-------- Data for review --------
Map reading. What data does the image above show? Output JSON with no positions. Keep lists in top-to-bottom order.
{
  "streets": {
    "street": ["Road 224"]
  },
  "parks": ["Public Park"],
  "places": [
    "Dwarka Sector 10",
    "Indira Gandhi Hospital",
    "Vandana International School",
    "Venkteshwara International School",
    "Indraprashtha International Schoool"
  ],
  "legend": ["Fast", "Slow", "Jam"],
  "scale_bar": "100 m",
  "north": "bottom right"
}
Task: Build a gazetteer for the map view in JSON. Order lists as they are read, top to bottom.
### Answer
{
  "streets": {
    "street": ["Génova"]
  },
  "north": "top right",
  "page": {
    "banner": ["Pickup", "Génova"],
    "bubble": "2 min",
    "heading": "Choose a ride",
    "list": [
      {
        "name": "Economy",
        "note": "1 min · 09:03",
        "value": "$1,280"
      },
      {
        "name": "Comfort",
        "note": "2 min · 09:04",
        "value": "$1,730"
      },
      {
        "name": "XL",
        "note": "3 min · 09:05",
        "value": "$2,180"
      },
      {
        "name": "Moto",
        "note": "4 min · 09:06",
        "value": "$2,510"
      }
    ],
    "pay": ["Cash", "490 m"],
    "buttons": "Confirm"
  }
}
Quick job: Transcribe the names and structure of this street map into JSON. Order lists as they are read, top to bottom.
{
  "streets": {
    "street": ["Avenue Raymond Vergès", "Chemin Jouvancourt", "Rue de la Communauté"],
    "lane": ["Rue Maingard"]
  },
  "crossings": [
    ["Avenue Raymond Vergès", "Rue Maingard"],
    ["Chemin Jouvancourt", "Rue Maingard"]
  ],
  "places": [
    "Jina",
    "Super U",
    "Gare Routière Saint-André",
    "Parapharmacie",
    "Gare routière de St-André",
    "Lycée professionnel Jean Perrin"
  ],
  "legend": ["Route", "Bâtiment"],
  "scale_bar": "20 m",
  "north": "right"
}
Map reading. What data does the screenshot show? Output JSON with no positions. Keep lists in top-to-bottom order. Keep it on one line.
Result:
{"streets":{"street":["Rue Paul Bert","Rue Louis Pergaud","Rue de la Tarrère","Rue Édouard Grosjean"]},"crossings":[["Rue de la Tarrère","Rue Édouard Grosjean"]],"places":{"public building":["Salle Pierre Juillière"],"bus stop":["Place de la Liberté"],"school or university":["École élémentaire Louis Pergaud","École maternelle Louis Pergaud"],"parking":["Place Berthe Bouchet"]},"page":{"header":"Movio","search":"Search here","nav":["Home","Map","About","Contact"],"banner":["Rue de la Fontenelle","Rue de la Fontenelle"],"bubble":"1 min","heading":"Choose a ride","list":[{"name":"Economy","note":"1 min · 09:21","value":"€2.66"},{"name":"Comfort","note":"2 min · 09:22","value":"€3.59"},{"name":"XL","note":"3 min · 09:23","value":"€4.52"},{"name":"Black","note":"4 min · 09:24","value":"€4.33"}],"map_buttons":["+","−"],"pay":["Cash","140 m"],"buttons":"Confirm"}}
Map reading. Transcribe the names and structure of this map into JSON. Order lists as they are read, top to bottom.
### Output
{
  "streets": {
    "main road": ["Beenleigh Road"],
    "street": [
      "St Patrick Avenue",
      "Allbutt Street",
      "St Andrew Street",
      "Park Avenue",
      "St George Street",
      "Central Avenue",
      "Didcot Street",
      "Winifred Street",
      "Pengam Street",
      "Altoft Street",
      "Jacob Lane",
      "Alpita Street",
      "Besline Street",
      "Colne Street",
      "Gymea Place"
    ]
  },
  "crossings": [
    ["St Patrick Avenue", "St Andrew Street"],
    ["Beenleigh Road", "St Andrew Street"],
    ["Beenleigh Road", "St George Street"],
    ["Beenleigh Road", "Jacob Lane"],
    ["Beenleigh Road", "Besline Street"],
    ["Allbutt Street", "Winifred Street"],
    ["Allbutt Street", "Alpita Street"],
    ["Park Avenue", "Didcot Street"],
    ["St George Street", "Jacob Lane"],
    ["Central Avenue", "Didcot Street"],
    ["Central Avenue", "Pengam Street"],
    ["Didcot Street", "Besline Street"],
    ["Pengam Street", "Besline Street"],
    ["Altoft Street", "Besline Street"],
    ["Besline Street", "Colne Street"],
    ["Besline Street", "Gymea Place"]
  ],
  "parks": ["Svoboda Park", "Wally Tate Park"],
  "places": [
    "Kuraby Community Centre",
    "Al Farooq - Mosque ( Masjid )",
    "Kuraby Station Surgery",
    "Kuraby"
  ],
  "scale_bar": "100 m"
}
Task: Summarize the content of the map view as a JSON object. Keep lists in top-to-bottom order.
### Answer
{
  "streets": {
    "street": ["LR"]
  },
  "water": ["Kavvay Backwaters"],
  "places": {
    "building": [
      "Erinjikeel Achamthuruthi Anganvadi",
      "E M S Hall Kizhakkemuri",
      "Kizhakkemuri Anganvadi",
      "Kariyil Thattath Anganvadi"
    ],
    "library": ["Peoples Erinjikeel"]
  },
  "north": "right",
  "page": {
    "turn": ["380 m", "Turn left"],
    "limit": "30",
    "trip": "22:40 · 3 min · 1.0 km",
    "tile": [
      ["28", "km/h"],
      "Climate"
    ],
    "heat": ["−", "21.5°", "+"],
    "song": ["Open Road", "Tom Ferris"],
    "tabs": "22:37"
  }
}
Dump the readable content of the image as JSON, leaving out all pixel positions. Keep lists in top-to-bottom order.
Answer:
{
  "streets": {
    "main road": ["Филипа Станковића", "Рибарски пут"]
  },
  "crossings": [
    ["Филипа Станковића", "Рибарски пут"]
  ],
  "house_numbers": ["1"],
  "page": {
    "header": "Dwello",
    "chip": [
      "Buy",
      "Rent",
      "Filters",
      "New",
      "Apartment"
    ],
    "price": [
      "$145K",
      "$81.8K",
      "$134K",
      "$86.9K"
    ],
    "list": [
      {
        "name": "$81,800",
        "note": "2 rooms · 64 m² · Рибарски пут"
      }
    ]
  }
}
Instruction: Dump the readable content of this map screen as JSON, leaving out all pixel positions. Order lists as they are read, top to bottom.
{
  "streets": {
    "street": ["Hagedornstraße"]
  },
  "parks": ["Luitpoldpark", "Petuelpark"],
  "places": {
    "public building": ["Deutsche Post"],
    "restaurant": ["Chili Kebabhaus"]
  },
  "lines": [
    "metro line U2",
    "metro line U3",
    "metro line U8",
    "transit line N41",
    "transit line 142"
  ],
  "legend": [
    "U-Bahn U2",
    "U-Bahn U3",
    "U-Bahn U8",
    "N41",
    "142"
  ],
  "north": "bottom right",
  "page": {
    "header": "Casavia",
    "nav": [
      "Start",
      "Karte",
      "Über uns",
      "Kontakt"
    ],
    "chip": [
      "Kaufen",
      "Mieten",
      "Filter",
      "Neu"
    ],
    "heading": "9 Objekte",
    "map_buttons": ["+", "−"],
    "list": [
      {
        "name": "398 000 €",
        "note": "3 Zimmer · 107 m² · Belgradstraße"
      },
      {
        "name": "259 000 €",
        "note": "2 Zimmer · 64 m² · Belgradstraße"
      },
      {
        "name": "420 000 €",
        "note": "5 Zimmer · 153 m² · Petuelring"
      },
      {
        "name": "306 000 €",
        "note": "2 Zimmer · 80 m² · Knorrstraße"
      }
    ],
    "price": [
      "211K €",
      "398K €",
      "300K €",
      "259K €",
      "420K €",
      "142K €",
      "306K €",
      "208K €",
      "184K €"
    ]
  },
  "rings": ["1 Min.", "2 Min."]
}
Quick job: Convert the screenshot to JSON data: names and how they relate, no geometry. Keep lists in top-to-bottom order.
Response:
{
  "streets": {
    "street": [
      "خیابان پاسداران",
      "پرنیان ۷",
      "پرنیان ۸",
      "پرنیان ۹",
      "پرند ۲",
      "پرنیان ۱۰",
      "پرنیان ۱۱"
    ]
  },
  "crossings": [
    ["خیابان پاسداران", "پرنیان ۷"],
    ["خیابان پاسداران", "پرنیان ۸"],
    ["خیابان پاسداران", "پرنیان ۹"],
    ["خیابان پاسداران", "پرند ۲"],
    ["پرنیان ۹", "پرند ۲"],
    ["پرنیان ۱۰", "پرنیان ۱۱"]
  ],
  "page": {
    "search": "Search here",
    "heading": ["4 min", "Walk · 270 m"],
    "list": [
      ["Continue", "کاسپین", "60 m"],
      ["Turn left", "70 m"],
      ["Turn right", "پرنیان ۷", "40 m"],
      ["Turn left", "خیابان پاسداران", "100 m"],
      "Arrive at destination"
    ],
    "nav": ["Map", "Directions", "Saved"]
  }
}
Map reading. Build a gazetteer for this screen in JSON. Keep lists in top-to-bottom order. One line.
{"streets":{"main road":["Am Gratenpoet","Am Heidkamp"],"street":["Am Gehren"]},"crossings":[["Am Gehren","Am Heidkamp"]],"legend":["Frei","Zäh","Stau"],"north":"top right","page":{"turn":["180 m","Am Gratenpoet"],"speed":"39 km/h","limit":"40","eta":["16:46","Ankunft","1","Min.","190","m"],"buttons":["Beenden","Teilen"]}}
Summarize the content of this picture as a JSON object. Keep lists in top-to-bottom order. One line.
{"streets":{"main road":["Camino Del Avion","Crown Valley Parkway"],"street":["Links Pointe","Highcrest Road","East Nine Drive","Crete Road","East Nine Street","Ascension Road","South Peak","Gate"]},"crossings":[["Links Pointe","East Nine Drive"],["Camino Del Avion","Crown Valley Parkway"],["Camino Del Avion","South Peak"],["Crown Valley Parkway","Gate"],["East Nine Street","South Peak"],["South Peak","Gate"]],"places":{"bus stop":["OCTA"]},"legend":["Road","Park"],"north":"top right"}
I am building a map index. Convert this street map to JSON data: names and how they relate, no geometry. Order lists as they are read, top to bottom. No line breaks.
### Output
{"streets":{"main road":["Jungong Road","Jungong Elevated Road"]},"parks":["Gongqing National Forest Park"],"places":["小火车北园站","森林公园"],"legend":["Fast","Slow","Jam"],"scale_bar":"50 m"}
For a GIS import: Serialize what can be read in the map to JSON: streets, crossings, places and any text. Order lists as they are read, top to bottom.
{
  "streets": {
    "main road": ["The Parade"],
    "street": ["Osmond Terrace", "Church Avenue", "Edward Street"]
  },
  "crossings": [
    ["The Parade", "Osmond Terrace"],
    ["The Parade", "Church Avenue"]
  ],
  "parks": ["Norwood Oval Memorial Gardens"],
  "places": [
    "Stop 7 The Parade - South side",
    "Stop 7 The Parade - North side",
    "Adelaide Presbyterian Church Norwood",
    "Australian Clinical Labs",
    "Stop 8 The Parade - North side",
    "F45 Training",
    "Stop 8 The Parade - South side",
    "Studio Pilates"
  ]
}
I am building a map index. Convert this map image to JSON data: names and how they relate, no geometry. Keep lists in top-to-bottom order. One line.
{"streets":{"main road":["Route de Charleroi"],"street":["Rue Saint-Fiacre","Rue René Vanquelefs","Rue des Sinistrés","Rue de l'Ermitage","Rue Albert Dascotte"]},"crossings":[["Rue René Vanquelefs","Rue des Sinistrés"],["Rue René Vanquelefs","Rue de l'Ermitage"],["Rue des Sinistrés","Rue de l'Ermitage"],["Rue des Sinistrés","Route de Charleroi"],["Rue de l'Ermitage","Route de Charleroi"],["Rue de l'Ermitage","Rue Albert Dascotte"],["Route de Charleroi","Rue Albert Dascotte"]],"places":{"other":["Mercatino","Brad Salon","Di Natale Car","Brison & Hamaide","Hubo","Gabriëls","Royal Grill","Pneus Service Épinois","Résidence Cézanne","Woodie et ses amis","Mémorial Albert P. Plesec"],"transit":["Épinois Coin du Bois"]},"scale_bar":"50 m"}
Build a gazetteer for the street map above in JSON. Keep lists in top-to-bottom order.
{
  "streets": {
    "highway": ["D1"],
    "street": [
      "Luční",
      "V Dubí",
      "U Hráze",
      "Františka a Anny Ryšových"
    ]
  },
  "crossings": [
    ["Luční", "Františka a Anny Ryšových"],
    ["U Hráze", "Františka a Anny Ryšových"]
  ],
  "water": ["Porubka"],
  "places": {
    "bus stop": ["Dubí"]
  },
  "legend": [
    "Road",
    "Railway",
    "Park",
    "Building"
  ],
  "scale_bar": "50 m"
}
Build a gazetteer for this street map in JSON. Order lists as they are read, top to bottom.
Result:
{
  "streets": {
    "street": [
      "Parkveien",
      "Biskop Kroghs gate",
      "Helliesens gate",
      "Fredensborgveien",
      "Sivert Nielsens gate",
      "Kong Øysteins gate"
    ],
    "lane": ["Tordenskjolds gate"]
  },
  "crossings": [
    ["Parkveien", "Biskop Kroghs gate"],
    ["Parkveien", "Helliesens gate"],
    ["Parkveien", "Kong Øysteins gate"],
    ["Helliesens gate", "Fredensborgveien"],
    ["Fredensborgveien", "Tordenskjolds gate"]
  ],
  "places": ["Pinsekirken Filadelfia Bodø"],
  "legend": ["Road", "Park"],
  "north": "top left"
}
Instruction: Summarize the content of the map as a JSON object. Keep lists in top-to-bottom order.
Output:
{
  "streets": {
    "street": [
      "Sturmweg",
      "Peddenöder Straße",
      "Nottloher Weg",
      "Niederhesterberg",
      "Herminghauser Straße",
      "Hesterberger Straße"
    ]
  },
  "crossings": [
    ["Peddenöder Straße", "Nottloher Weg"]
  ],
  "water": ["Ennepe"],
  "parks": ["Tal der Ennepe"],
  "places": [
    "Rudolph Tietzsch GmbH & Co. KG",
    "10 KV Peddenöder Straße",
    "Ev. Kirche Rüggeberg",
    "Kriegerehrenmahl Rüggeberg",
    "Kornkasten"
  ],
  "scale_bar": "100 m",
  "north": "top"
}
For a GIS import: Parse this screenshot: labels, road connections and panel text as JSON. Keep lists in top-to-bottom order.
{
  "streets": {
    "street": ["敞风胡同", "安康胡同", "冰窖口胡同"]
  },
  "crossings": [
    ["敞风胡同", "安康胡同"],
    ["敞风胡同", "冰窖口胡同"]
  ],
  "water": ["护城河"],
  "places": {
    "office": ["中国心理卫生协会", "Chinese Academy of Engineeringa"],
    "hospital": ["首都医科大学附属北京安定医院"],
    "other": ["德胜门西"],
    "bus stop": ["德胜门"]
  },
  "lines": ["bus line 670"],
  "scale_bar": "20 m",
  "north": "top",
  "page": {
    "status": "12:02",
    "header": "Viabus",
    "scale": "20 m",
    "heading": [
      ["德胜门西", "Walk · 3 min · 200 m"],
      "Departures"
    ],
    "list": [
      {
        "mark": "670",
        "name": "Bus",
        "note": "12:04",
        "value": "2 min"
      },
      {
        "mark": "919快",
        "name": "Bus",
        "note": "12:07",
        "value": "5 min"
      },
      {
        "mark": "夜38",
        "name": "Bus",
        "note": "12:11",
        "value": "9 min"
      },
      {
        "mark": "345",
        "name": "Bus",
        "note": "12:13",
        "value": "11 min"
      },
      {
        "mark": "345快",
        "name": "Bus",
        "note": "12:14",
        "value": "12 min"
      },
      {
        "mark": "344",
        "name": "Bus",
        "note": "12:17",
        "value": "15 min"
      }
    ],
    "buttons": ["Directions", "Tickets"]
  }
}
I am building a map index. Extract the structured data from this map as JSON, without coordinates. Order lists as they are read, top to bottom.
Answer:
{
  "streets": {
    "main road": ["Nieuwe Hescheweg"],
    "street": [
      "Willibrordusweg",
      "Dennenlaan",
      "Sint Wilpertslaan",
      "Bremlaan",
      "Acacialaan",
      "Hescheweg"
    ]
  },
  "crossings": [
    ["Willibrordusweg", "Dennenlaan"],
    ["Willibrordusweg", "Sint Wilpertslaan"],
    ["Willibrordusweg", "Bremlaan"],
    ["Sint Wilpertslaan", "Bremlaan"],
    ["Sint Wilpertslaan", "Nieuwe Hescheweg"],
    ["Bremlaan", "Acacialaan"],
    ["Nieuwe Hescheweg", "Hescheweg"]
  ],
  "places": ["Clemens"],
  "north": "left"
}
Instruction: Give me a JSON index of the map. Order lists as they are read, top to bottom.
--------
Exercise objective: Above are records; repeat only the lines starting at the line with "Build a gazetteer for the street" and ending at the line with "Build a gazetteer for this street", exactly as they appear, both included.

Response to this task:
Build a gazetteer for the street map above in JSON. Keep lists in top-to-bottom order.
{
  "streets": {
    "highway": ["D1"],
    "street": [
      "Luční",
      "V Dubí",
      "U Hráze",
      "Františka a Anny Ryšových"
    ]
  },
  "crossings": [
    ["Luční", "Františka a Anny Ryšových"],
    ["U Hráze", "Františka a Anny Ryšových"]
  ],
  "water": ["Porubka"],
  "places": {
    "bus stop": ["Dubí"]
  },
  "legend": [
    "Road",
    "Railway",
    "Park",
    "Building"
  ],
  "scale_bar": "50 m"
}
Build a gazetteer for this street map in JSON. Order lists as they are read, top to bottom.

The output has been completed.